By that year, East Creek was just a memory. And then one evening in 1887, a public demonstration took place in an opera house near the corner of Chapel and Olive Streets. It showed a fascinated audience the power of Alexander Graham Bell’s telephone. This demonstration captured the public imagination and sowed the seeds for what would become a revolutionary device for personal communication. Prior to this demonstration telephones, invented by Bell in 1875, were owned by private persons or businesses who leased telephones in pairs to connect, for example, one’s home with a business. In these cases, it was necessary to arrange for telegraph contractors to string privately-owned wires between the two locations.
Back to our story: one of those in the audience at the opera house that night was George W. Coy. He was employed by the Franklin Telegraph Company and associated with the Atlantic & Pacific Telegraph Company, located a block away at the corner of State and Chapel Streets. Coy reasoned that if these telephone devices were to be installed here and there, in homes and businesses, and if a method could be found for connecting any one telephone with any other, the problem of intercommunication would be solved.

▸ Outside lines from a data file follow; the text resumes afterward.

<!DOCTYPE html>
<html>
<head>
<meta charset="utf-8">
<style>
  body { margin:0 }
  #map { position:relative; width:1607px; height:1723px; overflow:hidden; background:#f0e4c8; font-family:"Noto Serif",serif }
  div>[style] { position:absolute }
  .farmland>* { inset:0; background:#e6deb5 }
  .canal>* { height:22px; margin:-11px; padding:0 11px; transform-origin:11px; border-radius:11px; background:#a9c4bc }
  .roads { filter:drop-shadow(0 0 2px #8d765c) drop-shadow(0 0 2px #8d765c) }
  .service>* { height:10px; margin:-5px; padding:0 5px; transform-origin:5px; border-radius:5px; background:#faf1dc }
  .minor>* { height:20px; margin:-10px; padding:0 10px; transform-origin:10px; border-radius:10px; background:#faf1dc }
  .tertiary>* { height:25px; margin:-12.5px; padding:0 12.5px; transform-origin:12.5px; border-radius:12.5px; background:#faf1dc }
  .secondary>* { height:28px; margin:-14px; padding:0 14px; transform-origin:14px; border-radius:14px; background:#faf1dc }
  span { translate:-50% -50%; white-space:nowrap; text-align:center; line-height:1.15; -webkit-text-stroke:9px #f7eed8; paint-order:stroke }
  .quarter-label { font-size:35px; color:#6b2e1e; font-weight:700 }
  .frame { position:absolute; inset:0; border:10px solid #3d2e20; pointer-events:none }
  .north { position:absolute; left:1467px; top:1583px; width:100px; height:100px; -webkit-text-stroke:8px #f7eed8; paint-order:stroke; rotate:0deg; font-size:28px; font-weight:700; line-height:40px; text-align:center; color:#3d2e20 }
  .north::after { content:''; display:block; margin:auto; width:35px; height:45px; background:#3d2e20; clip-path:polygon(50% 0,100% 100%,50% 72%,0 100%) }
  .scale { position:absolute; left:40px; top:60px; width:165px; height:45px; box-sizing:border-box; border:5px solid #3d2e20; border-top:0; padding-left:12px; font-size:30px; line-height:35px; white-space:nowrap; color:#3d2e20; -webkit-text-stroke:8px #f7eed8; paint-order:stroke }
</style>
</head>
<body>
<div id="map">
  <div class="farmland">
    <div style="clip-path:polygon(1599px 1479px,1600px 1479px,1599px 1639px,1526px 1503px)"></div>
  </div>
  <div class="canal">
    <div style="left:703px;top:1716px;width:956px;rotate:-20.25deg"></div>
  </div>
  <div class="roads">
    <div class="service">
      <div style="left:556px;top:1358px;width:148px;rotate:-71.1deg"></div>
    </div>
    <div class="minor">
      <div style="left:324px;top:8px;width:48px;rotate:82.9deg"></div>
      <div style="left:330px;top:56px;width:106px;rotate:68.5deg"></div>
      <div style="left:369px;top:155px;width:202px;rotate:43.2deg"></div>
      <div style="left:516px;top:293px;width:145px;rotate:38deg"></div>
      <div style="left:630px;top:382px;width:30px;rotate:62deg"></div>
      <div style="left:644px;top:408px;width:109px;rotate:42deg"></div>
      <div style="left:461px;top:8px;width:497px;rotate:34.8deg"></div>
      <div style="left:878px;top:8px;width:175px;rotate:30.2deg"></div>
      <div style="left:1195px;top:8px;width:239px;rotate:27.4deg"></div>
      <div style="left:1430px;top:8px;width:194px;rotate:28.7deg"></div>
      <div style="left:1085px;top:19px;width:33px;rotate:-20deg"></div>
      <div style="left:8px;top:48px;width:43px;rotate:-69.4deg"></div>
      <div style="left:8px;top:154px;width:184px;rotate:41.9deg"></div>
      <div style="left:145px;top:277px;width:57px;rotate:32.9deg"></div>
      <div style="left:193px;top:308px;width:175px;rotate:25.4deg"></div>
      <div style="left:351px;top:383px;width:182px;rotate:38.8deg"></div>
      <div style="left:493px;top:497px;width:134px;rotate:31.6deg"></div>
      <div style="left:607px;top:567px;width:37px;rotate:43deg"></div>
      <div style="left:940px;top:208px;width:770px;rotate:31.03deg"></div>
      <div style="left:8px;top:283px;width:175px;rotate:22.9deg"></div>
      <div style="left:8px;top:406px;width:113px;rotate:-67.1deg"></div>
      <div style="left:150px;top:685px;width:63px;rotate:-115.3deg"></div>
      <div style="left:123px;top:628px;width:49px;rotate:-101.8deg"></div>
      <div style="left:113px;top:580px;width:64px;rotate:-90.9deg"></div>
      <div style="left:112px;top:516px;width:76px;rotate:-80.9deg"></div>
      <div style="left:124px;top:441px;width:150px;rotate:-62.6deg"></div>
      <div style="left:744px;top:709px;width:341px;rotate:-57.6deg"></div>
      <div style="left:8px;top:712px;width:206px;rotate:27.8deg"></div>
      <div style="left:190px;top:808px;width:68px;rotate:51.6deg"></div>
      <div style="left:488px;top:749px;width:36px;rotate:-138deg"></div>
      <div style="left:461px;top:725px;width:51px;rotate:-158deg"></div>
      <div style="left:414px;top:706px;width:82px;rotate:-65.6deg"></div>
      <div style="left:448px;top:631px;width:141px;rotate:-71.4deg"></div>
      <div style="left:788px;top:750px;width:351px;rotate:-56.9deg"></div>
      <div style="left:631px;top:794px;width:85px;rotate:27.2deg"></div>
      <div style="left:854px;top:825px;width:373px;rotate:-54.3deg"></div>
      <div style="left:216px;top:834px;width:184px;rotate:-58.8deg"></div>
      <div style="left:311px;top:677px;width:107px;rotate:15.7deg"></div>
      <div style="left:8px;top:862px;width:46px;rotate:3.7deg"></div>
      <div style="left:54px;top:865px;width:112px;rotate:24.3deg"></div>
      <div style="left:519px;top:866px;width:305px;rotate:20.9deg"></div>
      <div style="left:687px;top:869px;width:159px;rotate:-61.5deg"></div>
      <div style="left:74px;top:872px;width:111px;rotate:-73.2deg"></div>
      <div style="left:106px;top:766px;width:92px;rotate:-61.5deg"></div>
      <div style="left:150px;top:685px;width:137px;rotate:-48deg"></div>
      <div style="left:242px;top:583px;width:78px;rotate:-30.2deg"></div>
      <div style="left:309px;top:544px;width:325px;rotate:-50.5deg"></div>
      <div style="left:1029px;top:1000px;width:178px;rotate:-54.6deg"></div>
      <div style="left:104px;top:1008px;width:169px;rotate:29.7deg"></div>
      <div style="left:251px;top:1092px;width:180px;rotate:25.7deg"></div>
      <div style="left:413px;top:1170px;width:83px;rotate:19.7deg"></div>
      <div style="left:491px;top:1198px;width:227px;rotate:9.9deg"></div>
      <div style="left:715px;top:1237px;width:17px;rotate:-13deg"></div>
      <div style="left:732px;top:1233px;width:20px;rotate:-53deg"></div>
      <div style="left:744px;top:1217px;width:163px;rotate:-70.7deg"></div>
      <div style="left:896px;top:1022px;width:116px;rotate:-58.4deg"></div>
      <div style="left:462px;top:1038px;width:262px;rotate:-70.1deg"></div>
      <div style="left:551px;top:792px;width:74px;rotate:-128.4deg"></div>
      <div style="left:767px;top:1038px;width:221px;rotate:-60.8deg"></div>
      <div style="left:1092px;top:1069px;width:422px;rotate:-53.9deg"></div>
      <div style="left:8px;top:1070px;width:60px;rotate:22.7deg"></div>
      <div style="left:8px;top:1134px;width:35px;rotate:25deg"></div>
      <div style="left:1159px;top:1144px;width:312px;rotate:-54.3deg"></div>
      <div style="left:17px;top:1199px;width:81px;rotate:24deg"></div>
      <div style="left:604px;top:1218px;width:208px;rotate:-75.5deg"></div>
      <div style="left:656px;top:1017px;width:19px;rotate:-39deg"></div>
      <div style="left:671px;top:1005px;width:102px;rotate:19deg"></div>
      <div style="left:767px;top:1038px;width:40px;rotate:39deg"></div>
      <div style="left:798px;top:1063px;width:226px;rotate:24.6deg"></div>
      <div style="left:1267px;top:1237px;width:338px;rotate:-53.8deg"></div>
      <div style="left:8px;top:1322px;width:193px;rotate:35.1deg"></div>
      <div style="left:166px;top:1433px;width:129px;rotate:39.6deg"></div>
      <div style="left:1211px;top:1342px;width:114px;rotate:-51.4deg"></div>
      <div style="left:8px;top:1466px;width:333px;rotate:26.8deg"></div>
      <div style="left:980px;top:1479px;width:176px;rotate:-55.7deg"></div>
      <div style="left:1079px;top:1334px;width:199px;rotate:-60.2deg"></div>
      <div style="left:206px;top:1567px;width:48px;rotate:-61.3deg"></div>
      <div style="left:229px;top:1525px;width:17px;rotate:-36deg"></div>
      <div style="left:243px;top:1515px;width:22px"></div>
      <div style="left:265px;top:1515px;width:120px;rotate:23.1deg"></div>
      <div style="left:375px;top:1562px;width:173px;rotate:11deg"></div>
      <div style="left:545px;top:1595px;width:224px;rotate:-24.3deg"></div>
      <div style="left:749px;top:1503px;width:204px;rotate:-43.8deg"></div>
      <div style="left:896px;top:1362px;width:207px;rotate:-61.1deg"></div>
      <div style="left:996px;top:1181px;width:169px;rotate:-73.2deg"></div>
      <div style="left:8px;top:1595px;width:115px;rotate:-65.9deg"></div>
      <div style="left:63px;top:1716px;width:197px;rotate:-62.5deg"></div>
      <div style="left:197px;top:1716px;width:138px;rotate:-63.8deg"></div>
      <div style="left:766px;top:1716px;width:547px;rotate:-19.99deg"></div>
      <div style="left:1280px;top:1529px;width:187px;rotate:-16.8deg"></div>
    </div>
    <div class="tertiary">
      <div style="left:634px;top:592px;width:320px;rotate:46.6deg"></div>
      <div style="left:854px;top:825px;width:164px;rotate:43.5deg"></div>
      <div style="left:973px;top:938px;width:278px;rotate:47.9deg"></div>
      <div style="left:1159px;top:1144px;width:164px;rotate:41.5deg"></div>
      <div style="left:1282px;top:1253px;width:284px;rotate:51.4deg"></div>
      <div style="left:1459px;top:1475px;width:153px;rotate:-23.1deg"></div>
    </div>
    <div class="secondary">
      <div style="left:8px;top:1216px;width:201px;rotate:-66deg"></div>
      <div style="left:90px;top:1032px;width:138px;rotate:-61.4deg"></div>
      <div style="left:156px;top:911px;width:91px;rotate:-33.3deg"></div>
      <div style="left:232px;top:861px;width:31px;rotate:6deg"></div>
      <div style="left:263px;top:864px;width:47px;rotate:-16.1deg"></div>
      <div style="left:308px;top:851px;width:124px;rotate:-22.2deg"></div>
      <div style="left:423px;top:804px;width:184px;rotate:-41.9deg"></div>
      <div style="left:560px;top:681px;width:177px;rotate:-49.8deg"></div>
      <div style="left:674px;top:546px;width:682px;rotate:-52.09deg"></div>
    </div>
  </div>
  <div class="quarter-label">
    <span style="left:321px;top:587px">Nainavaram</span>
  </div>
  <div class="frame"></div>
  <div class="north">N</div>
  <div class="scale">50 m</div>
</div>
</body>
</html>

What Coy did next made the idea a reality: He created a rudimentary telephone switchboard that allowed a central office to connect multiple persons, thus allowing each subscriber the advantage of having to buy only one phone in order to connect to a potentially infinite number of other subscribers. He built the switchboard with carriage bolts, handles from teapot lids, wire, and other spare parts. The 21 original subscribers to the exchange each paid $1.50 per month. All calls were made through the central office, where a telephone operator (Coy, at first) connected the person initiating the call to the party that he or she wished to reach. Direct dialing and telephone numbers would not become common until the 1920s; by that time, telephone communication had become familiar and commonplace.
The first telephone directory was printed in 1878, and listed fifty subscribers in this new and exciting venture. The first telephone booth was installed the next year, at about the same time as the first female operator was hired. This occupation would be reserved for “women only” for decades. The first crank calls took place in Rhode Island in 1884, and as the story goes, were a prank played upon undertakers. But we digress…
Thus was born the New Haven District Telephone company; it would operate from the Boardman Building along what was once the bank of East Creek, just across the creek bed from the opera house where a revolutionary idea had once taken shape. The new company would ultimately become part of the Bell System, which linked all of the local telephone companies into a nationwide network. The Bell System would dominate telephone communication for more than 100 years, until it was broken up by court order in 1984.